Records for processing:
*** Block opens ***

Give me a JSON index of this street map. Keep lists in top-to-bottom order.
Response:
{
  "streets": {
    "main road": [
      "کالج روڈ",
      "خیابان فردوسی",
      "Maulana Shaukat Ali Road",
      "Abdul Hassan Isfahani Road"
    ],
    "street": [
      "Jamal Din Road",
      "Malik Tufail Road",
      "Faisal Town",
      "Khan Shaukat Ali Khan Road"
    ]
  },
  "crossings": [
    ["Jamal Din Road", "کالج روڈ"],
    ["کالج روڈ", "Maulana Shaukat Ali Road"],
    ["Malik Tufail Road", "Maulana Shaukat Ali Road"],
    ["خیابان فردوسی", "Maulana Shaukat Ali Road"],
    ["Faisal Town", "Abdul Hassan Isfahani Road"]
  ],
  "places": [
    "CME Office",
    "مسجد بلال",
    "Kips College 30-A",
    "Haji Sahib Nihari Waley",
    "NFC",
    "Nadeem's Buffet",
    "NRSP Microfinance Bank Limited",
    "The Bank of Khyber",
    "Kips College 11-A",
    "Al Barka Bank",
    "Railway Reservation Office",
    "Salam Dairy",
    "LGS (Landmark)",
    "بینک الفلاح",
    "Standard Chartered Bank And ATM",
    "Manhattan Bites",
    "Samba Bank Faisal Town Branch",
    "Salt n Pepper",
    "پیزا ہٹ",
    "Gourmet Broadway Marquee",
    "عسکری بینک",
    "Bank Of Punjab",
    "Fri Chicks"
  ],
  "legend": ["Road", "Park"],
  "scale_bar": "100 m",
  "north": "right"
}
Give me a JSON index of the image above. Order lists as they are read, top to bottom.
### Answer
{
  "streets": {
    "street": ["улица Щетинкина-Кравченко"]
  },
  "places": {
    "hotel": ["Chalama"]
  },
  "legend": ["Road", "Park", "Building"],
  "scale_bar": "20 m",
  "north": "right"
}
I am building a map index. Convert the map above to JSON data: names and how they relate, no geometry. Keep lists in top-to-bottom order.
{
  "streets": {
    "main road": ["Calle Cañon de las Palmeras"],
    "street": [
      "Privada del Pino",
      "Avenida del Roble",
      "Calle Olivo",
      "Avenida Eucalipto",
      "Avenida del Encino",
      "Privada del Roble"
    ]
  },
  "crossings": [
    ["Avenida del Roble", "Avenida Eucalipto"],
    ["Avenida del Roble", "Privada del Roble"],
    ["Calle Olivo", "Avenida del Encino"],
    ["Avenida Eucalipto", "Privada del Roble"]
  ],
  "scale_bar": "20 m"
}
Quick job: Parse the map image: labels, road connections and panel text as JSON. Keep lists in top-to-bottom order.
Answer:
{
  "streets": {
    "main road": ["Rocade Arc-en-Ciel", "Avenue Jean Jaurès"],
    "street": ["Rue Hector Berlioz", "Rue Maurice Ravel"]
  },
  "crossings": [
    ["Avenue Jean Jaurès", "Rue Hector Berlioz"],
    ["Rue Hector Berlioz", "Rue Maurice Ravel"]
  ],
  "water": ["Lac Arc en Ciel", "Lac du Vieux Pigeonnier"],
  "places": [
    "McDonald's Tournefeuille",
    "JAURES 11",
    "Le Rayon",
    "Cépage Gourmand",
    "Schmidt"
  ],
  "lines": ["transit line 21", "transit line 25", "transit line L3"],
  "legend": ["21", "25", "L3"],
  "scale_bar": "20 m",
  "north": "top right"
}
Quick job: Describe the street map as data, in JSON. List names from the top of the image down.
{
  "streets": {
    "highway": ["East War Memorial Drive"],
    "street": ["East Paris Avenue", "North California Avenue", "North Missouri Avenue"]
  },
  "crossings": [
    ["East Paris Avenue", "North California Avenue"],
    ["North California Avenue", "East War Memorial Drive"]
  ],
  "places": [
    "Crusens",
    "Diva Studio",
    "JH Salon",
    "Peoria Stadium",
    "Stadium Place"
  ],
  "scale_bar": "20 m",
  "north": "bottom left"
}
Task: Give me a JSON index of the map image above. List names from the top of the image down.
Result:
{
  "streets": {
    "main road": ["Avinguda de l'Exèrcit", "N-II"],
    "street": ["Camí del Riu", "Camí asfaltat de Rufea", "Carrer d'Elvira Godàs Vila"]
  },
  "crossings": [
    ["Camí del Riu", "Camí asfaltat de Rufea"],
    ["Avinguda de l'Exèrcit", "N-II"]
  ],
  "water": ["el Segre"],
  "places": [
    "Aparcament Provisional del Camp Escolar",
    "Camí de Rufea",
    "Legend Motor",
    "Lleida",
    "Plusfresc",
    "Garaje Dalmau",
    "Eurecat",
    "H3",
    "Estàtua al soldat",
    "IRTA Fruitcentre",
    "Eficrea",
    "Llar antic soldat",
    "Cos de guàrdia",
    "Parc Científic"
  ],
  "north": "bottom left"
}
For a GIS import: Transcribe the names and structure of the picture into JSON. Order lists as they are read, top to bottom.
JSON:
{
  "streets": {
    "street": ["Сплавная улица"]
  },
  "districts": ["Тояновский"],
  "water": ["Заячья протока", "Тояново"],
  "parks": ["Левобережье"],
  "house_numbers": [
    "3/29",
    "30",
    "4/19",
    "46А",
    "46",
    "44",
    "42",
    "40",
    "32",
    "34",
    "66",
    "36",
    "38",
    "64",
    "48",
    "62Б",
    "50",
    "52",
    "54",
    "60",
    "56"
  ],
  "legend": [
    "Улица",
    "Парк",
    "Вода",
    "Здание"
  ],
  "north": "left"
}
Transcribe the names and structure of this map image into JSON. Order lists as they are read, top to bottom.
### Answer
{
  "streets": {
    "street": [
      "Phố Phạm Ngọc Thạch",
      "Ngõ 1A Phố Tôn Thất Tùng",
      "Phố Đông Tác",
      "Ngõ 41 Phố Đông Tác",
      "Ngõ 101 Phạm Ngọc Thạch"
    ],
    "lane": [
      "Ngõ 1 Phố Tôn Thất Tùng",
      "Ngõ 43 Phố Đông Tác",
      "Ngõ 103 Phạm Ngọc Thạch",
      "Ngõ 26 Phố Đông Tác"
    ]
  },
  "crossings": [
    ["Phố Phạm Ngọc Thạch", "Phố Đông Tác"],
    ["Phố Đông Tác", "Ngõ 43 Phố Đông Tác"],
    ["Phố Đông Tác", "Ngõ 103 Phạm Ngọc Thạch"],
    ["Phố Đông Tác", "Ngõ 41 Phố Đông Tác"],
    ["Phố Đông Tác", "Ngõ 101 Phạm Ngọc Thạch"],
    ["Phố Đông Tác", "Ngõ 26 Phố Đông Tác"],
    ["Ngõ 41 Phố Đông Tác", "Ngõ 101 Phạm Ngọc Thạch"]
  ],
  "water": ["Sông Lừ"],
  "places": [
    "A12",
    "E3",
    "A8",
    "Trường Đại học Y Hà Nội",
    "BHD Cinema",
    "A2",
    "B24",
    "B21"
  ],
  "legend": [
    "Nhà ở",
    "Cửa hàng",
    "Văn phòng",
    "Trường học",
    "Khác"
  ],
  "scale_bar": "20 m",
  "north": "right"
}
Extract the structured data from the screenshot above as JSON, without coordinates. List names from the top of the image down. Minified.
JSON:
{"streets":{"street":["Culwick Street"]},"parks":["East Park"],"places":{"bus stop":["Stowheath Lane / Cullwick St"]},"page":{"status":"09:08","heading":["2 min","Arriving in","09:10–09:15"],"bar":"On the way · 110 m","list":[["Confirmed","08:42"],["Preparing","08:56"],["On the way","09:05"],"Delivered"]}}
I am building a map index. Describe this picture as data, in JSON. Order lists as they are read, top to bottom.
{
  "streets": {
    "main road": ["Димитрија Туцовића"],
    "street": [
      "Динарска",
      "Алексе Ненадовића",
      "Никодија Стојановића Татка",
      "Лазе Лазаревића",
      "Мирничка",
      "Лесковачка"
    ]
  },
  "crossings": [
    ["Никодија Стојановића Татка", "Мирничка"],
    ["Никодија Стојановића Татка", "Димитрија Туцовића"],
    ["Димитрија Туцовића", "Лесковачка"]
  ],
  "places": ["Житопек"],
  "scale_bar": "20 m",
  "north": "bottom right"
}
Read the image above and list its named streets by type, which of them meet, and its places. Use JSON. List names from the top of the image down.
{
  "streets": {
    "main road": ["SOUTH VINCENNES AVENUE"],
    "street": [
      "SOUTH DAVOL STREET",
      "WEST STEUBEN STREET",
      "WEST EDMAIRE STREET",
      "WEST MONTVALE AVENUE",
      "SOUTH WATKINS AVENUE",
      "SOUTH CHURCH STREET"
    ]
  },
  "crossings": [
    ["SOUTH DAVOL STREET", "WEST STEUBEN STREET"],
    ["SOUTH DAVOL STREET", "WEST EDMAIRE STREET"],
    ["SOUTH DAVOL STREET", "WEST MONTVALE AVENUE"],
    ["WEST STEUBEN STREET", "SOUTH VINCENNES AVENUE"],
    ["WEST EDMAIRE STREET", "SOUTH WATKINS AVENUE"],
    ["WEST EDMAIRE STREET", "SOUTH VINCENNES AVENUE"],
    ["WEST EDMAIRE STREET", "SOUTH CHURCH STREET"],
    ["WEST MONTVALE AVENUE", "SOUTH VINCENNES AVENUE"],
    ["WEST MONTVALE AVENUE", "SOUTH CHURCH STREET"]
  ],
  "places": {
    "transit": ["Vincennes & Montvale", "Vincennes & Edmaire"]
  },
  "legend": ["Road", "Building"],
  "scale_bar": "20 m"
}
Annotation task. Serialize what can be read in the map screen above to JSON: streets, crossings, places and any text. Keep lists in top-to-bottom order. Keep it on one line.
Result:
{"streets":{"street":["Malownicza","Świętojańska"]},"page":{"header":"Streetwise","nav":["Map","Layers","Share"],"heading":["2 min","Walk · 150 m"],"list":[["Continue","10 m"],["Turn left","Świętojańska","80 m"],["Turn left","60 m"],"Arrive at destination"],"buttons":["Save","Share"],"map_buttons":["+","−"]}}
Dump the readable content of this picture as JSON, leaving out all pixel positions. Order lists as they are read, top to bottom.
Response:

*** Block closes ***

Reproduce each line above that contains "Give".

Output:
Give me a JSON index of this street map. Keep lists in top-to-bottom order.
Give me a JSON index of the image above. Order lists as they are read, top to bottom.
Task: Give me a JSON index of the map image above. List names from the top of the image down.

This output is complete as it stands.